(Records from a data collection)
········

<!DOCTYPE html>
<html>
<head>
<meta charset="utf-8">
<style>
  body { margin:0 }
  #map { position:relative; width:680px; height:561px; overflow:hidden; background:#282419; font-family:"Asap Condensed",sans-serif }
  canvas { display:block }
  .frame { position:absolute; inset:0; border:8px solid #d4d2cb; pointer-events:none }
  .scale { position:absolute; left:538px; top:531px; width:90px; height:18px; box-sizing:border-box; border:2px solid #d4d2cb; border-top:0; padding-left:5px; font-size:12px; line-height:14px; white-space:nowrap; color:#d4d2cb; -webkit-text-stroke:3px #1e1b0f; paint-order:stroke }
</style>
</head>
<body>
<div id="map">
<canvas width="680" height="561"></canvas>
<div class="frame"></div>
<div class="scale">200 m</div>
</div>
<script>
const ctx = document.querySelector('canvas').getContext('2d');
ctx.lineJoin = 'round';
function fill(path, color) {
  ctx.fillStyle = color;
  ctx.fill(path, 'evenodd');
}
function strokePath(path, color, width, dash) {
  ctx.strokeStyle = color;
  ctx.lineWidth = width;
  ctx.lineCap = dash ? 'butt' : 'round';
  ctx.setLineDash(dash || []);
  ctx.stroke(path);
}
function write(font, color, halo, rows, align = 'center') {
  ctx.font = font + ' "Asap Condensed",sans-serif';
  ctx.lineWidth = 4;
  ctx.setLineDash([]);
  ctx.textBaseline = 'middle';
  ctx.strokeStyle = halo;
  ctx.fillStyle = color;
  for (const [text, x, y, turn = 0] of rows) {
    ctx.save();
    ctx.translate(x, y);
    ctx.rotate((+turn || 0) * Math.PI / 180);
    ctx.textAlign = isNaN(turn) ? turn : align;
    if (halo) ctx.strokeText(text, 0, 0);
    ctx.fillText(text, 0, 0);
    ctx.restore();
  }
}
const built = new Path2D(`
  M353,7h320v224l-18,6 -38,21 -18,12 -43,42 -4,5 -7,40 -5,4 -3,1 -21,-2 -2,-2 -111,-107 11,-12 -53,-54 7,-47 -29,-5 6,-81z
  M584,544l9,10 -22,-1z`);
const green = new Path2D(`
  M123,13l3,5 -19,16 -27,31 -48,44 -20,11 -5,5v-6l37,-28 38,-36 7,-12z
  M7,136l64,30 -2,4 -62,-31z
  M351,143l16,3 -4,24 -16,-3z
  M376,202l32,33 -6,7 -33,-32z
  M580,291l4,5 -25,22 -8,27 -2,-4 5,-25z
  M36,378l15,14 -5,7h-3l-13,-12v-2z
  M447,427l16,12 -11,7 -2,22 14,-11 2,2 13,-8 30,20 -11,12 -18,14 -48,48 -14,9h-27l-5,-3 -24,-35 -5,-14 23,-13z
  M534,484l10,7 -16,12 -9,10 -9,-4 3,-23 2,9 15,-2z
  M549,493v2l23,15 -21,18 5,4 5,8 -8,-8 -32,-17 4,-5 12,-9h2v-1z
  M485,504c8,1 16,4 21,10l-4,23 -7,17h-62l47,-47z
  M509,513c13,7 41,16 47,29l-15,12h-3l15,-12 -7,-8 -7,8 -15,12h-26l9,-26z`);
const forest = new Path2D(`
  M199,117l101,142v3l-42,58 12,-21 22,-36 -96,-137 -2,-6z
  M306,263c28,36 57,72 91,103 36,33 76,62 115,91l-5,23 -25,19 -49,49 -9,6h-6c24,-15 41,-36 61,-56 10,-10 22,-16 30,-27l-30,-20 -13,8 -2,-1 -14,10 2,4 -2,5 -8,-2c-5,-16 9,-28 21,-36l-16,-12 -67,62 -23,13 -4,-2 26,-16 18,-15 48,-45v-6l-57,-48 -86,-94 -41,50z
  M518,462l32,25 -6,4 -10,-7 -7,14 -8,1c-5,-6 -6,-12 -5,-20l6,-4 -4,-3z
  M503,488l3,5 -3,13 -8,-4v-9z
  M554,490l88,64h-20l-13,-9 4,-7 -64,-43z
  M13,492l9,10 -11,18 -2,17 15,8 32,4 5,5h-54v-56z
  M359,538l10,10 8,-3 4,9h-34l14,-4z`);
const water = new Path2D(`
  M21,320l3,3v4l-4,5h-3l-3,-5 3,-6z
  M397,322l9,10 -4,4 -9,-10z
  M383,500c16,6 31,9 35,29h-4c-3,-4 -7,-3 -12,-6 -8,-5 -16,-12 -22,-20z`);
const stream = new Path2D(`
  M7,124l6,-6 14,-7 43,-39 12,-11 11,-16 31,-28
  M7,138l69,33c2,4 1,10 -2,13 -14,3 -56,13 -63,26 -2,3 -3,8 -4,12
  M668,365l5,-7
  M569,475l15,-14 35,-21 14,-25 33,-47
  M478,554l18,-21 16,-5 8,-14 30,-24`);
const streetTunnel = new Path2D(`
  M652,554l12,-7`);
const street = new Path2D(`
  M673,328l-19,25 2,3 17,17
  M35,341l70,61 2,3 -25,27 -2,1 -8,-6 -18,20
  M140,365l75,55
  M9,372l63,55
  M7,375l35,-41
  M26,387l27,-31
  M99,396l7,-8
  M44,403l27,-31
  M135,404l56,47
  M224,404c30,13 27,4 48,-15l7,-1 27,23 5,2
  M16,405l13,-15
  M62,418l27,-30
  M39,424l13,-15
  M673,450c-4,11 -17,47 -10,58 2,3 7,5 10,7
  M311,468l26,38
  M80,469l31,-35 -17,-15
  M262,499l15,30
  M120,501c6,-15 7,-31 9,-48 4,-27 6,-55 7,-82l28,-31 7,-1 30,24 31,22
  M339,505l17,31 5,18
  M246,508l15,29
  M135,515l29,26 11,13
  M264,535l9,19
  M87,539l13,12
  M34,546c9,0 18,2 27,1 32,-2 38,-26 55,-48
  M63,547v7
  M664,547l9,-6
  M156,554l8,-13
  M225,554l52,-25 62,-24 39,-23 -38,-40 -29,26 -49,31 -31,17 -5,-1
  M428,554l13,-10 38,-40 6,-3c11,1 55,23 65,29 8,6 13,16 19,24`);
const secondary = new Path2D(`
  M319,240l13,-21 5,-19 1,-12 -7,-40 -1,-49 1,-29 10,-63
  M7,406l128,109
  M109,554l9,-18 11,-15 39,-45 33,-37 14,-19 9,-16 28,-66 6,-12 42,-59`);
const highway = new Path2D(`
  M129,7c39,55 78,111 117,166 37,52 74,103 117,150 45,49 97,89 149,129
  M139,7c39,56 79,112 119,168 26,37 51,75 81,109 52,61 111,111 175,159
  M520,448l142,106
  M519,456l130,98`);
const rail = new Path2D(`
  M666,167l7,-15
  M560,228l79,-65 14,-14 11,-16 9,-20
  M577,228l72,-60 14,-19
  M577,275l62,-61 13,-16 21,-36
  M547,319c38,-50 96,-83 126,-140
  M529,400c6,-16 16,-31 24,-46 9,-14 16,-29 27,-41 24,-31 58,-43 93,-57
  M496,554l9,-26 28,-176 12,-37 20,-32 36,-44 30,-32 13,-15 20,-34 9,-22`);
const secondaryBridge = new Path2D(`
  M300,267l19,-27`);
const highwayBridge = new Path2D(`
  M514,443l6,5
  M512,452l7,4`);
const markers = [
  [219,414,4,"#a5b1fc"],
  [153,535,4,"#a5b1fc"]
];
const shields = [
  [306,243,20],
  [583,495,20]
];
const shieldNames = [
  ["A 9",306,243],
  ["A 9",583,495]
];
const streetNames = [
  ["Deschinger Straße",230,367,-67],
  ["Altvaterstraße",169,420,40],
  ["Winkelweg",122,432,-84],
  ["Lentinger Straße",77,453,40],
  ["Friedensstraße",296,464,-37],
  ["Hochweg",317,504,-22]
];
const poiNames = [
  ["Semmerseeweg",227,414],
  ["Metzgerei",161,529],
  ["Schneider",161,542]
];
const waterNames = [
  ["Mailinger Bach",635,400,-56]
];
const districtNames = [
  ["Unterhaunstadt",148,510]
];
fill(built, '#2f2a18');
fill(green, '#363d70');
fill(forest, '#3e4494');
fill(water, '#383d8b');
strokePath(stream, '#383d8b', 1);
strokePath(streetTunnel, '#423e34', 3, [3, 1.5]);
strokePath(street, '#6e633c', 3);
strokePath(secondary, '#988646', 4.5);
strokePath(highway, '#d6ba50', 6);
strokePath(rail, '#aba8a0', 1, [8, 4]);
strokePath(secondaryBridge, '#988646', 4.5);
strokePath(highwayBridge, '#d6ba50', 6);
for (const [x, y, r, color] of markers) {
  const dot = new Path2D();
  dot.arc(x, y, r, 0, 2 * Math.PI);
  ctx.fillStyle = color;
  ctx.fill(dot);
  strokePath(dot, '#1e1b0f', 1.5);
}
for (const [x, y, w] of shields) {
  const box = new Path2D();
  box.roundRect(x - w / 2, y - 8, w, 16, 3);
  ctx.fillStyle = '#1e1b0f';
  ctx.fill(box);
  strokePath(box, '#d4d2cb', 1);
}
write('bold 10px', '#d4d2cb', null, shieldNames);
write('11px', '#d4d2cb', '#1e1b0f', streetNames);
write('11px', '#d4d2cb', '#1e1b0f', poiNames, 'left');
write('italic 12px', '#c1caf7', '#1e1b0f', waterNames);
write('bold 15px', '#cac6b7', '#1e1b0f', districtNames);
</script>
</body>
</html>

········

### WORK TO BE COMPLETED:
The response must consist solely of the lines from the first line of the entries through the line containing "M123,13l3,5 -19,16 -27,31", repeated exactly.

### SOLUTION FOR THIS EXERCISE:
<!DOCTYPE html>
<html>
<head>
<meta charset="utf-8">
<style>
  body { margin:0 }
  #map { position:relative; width:680px; height:561px; overflow:hidden; background:#282419; font-family:"Asap Condensed",sans-serif }
  canvas { display:block }
  .frame { position:absolute; inset:0; border:8px solid #d4d2cb; pointer-events:none }
  .scale { position:absolute; left:538px; top:531px; width:90px; height:18px; box-sizing:border-box; border:2px solid #d4d2cb; border-top:0; padding-left:5px; font-size:12px; line-height:14px; white-space:nowrap; color:#d4d2cb; -webkit-text-stroke:3px #1e1b0f; paint-order:stroke }
</style>
</head>
<body>
<div id="map">
<canvas width="680" height="561"></canvas>
<div class="frame"></div>
<div class="scale">200 m</div>
</div>
<script>
const ctx = document.querySelector('canvas').getContext('2d');
ctx.lineJoin = 'round';
function fill(path, color) {
  ctx.fillStyle = color;
  ctx.fill(path, 'evenodd');
}
function strokePath(path, color, width, dash) {
  ctx.strokeStyle = color;
  ctx.lineWidth = width;
  ctx.lineCap = dash ? 'butt' : 'round';
  ctx.setLineDash(dash || []);
  ctx.stroke(path);
}
function write(font, color, halo, rows, align = 'center') {
  ctx.font = font + ' "Asap Condensed",sans-serif';
  ctx.lineWidth = 4;
  ctx.setLineDash([]);
  ctx.textBaseline = 'middle';
  ctx.strokeStyle = halo;
  ctx.fillStyle = color;
  for (const [text, x, y, turn = 0] of rows) {
    ctx.save();
    ctx.translate(x, y);
    ctx.rotate((+turn || 0) * Math.PI / 180);
    ctx.textAlign = isNaN(turn) ? turn : align;
    if (halo) ctx.strokeText(text, 0, 0);
    ctx.fillText(text, 0, 0);
    ctx.restore();
  }
}
const built = new Path2D(`
  M353,7h320v224l-18,6 -38,21 -18,12 -43,42 -4,5 -7,40 -5,4 -3,1 -21,-2 -2,-2 -111,-107 11,-12 -53,-54 7,-47 -29,-5 6,-81z
  M584,544l9,10 -22,-1z`);
const green = new Path2D(`
  M123,13l3,5 -19,16 -27,31 -48,44 -20,11 -5,5v-6l37,-28 38,-36 7,-12z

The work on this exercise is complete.